Tudo isso me renasceu na memória: o cruzamento do sinaleiro da Rua do Comércio, onde mulher europeia dias antes nos cuspira e batizara a tropa de cobardes e traidores e nessa madrugada, com 4 ou 5 crianças, nos pediu apoio e levámos para o quartel; a Rádio Clube de Uíge, de onde «vimos» a matança do capinzal, para o lado da zona industrial, e de lá recolhemos feridos, onde achámos uma bota com pé negro dentro, de corpo regado a gasolina e cortado a catanada; os combates dos bairros suburbanos, regados de sangue de angolanos que entre si lutavam, irmãos da mesma luta pela independência mas ali inimigos de morte; o choro da muita gente que não entendia aquela guerra e pedia apoio à tropa portuguesa. Nunca recusado. O edifício do Banco de Portugal, de onde escoltámos pesado carregamento de valores, para o aeroporto.
A Carmona colonial continua quase igual !
O Exército Português estava limitado ao Batalhão de Cavalaria 8423 – e nem todas as Companhias… – e Deus sabe quanto heroísmo, quanta bravura, se soltou da alma dos bravos homens que do BC12 saíam para a cidade, enfrentando mil perigos e salvando centenas de vidas, permanentemente arriscando as suas!
Tudo isto me vem à memória, neste regresso à saudosa Carmona, que agora é Uíge, e era cidade moderna, jovem, febril e super-activa, parecendo desenhada a régua e esquadro, com bairros e jardins onde se semeavam verdes, os bairros habitacionais compartilhados por brancos e negros, angolanos de todos os credos e origens! A piscina, a zona industrial, a praça dos serviços públicos: Tribunal, CTT, Paços do Concelho e Comando Militar. Tudo soltou memória de saudade da terra uíjana de Angola!
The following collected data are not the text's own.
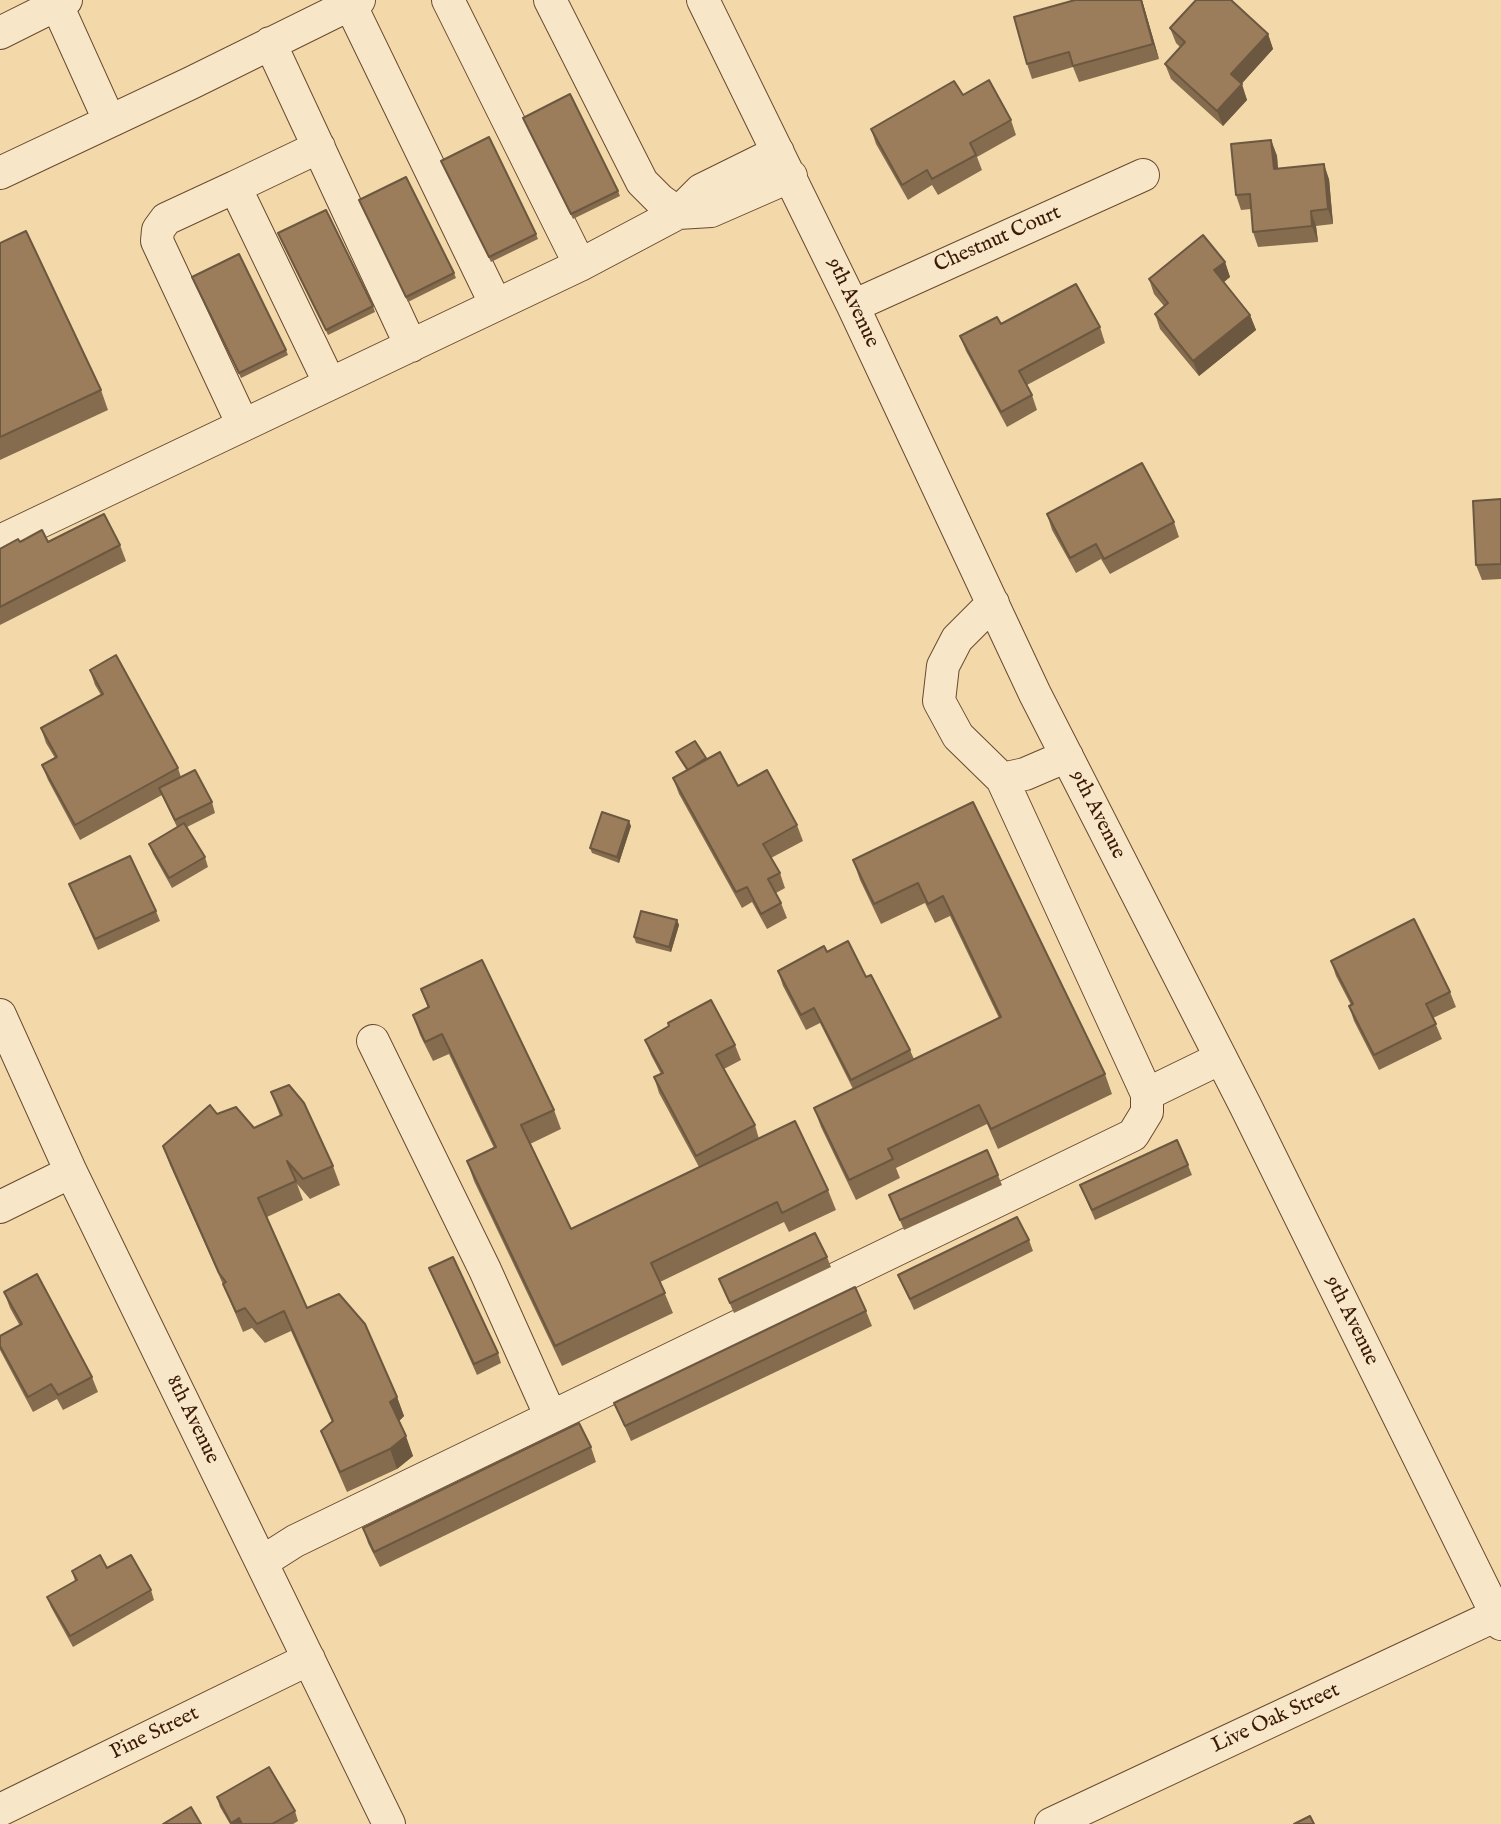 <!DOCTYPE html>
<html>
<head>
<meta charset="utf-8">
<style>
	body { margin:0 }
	canvas { display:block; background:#f3d9aa }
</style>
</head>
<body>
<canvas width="1501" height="1824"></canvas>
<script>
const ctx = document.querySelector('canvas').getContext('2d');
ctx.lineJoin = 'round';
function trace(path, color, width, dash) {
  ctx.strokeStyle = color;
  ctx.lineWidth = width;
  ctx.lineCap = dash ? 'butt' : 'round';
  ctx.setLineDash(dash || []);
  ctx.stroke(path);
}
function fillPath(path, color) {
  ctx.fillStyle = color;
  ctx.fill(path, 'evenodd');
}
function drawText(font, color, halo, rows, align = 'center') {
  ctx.font = font + ' "IM FELL English",serif';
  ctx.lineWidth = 5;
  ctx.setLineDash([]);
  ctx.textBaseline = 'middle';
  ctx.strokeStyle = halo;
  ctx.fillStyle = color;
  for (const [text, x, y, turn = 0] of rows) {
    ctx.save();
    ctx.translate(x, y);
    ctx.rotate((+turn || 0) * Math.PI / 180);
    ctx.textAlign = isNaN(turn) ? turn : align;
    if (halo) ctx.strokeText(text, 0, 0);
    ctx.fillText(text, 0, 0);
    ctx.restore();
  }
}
const minor = new Path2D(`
	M448,0L580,265
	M703,0L853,306L1035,694L1246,1107L1501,1624
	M350,4L496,305
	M57,5L109,120
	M0,33L66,0
	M270,43L411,346
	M319,147L235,187L330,384
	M778,152L701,190L678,213L711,211L791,176
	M0,173L191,83L359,0
	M235,187L166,219L158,230L157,241L243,425
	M853,306L1143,175
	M0,541L580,265L678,213L660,200L642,182L550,0
	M993,603L957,639L943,666L939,701L958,736L1002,779L1025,774L1067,756
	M0,1015L71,1172L389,1824
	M373,1041L485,1270L551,1417
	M1147,1094L1221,1058
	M0,1207L71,1172
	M262,1562L295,1541L1133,1135L1147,1112V1094L1002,779
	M0,1810L309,1659
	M1051,1824L1501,1613`);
trace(minor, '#694a2f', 34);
trace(minor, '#f7e6c8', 32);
fillPath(new Path2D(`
	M1142,0L1159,59L1079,82L1073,67L1032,79L1027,64Z
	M1170,28L1268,34L1273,49L1241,84L1247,100L1223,126L1171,79L1165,64L1180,47L1176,43Z
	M963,95L1011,120L1016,135L977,157L982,170L938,195L932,185L908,200L876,144L871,129Z
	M523,118L618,191L620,196L573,219Z
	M1271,140L1277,156L1278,168L1329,179L1333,224L1316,226L1318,242L1258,247L1253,232L1251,209L1241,210L1236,195Z
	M441,161L536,234L538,239L491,262Z
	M359,200L454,273L456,278L408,302Z
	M278,233L373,306L375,312L328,335Z
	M0,243L101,390L108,410L0,460Z
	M1225,262L1230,277L1224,282L1250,315L1256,330L1199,376L1160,329L1155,314L1164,306L1154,294L1149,279Z
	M192,277L286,350L288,355L241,378Z
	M1001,324L1100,327L1105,343L1027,385L1032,395L1037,410L1007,427L966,351L960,336Z
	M1501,499V579L1482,580L1476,565Z
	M1047,514L1174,522L1179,537L1110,574L1101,559L1076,573L1052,530Z
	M20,542L120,545L126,561L0,625V549Z
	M90,670L178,768L181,777L212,802L215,813L187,827L205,857L208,867L172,888L153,854L149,844L177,827L162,795L80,840L48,780L42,765L55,758L46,743L41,728L101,695L95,685Z
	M676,752L706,760L738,786L797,825L803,841L771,858L780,873L785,888L776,893L781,903L787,918L767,929L752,902L742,908L679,794L673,778L687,771L678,757Z
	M973,802L1105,1074L1112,1094L998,1149L987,1124L896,1168L900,1178L856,1200L821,1127L814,1108L853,1089L820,1023L806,1030L783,986L778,971L827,952L866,977L910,1050L914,1059L999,1018L950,916L935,923L925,903L881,924L860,880L853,860Z
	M631,826L619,863L592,853L590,848Z
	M69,884L156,911L160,921L98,950Z
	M677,920L679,925L671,952L636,943L634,937Z
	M1331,961L1450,992L1456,1007L1433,1018L1442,1039L1379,1070L1354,1021L1349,1006L1351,1005L1336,976Z
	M421,989L554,1110L561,1129L530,1144L571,1229L699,1167L659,1093L654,1077L661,1074L651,1055L645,1040L735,1045L741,1060L724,1069L755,1125L759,1139L828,1190L836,1210L789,1232L784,1222L660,1282L673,1313L562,1366L474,1181L467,1161L494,1148L449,1054L433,1061L420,1035L413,1015L428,1008Z
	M271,1092L333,1166L340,1185L310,1199L297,1184L303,1200L267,1217L307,1308L397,1397L404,1416L399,1421L413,1456L397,1469L347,1492L329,1451L321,1431L332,1422L291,1331L265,1343L252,1328L243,1332L225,1289L170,1165L163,1146L217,1114L254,1128L280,1116Z
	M1188,1165L1192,1175L1095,1220L1080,1185Z
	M998,1175L1002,1185L904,1230L889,1195Z
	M1029,1240L1033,1251L914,1310L898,1275Z
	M827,1257L831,1267L734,1313L719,1279Z
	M429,1268L498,1353L501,1363L477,1375Z
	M4,1292L92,1377L98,1392L63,1410L57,1399L33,1412L0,1350V1336L20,1326L10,1308Z
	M866,1311L872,1326L631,1441L614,1403Z
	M591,1447L596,1462L380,1567L368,1543L363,1528Z
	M107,1568L151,1590L154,1600L73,1647L51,1607L47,1597L75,1581L72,1571Z
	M217,1797L295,1811L298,1821L293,1824H230L220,1807Z`), '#856c4e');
fillPath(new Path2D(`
	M1141,0H1142L1159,59L1153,44Z
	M1268,34L1273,49L1237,89L1231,74Z
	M1242,84L1247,100L1223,126L1217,111Z
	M1271,140L1277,156L1279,184L1274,169Z
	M1324,164L1329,179L1333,224L1328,209Z
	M1311,211L1316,226L1318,242L1312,226Z
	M1225,262L1230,277L1220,285L1214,270Z
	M1250,315L1256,330L1199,376L1193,361Z
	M629,821L631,826L619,863L617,857Z
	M677,920L679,925L671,952L669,947Z
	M397,1397L404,1416L398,1422L390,1402Z
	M406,1436L413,1456L397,1469L390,1449Z
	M239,1818L241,1824H232L231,1823Z`), '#6c5840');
const building = new Path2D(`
	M1075,0H1141L1153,44L1073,66L1069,52L1027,64L1014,17Z
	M1196,0H1231L1268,34L1231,74L1242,84L1217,111L1165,64L1185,42L1170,28Z
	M989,80L1011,120L970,143L976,155L932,179L927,170L902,185L871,129L954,81L963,95Z
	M570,94L618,191L571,214L523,118Z
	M489,137L536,234L489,257L441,161Z
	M1271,140L1274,169L1324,164L1328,209L1311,211L1312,226L1253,232L1250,194L1236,195L1231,144Z
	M406,177L454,273L406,297L359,200Z
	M326,210L373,306L326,330L278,233Z
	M26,231L101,390L0,437V243Z
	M1203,235L1225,262L1214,270L1250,315L1193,361L1155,314L1168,303L1149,279Z
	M239,254L286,350L239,373L192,277Z
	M1076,284L1100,327L1019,371L1032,395L1001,412L960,336L997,317L1001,324Z
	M1142,463L1174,522L1104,559L1096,544L1070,558L1047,514Z
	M1501,499V564L1476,565L1473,501Z
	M104,514L120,545L0,607V549L18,539L20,542L42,530L48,542Z
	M116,655L178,768L75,825L42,765L57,757L41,728L103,694L90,670Z
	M695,741L706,758L688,770L676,752Z
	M720,752L738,786L767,770L797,825L763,844L780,873L768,879L781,903L761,914L747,887L736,892L673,778Z
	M195,770L212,802L175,820L159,788Z
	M973,802L1105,1074L991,1129L979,1105L888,1149L893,1159L849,1180L814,1108L1001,1017L943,896L928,904L918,883L874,904L853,860Z
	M602,812L629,821L617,857L590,848Z
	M184,823L205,857L169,878L149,844Z
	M130,856L156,911L95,939L69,884Z
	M641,911L677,920L669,947L634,937Z
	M1414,919L1450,992L1426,1004L1436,1024L1374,1055L1349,1006L1353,1004L1331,961Z
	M848,941L866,977L871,975L910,1050L851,1080L814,1008L801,1015L778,971L824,946L827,952Z
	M482,960L554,1110L521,1125L571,1229L795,1121L828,1190L782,1213L777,1202L651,1263L665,1293L555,1346L467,1161L496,1147L442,1034L425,1042L413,1015L429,1007L421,989Z
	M711,1000L735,1045L716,1055L755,1125L696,1156L654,1077L663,1073L645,1040L669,1026L668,1023Z
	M289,1085L304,1103L333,1166L303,1179L287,1161L296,1181L258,1198L307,1308L339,1294L365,1324L397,1397L390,1402L406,1436L390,1449L340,1472L321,1431L333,1421L284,1311L257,1324L245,1308L236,1312L223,1284L226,1282L219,1273L163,1146L210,1105L217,1114L236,1107L254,1128L282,1115L271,1092Z
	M1177,1140L1188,1165L1092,1210L1080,1185Z
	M987,1150L998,1175L900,1220L889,1195Z
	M1017,1217L1029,1240L910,1299L898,1275Z
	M815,1233L827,1257L730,1303L719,1279Z
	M453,1257L498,1353L474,1364L429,1268Z
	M37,1274L92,1377L58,1395L51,1384L28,1397L0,1346V1336L22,1324L4,1292Z
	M855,1287L866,1311L625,1426L614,1403Z
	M579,1423L591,1447L374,1552L363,1528Z
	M100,1555L107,1568L131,1555L151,1590L70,1636L47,1597L77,1580L72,1571Z
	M269,1767L295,1811L272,1824H242L239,1818L231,1823L217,1797Z
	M191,1807L201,1824H163Z
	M1310,1816L1314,1824H1294Z`);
fillPath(building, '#9b7d5b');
trace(building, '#6c5840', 2);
drawText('21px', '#3b1a06', '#f7e6c8', [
	["Chestnut Court",998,240,-24],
	["9th Avenue",852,303,65],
	["9th Avenue",1097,815,63],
	["9th Avenue",1351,1321,64],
	["8th Avenue",192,1420,64],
	["Live Oak Street",1276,1719,-25],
	["Pine Street",155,1734,-26]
]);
</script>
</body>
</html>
A malha urbana colonial continua praticamente igual – mas agora rodeada de bairros, que a cercam, até e depois do BC12 e na estrada para o Songo. Há alguns edifícios não concluídos e abandonados e escolas novas, na saída para o Quitexe, por lá se achando muitos estudantes.
Os locais de culto da tropa portuguesa ainda por lá se encontram: o renovado Pinguim, o bar do Eugénio, o mercado, o velho Cine Moreno, o pavilhão do Recreativo do Uíge, as piscinas, a emblemática Rua do Comércio, o bairro Montanha Pinto, o aeroporto, o bar Diamante Negro – quem o pode esquecer? Fechadas, achámos muitas lojas do tempo colonial e também o restaurante Escape, moda dos idos 1975.
Foi esta Carmona que recordei, 45 anos depois, em jornada de saudade pela terra africana do Uíge angolano.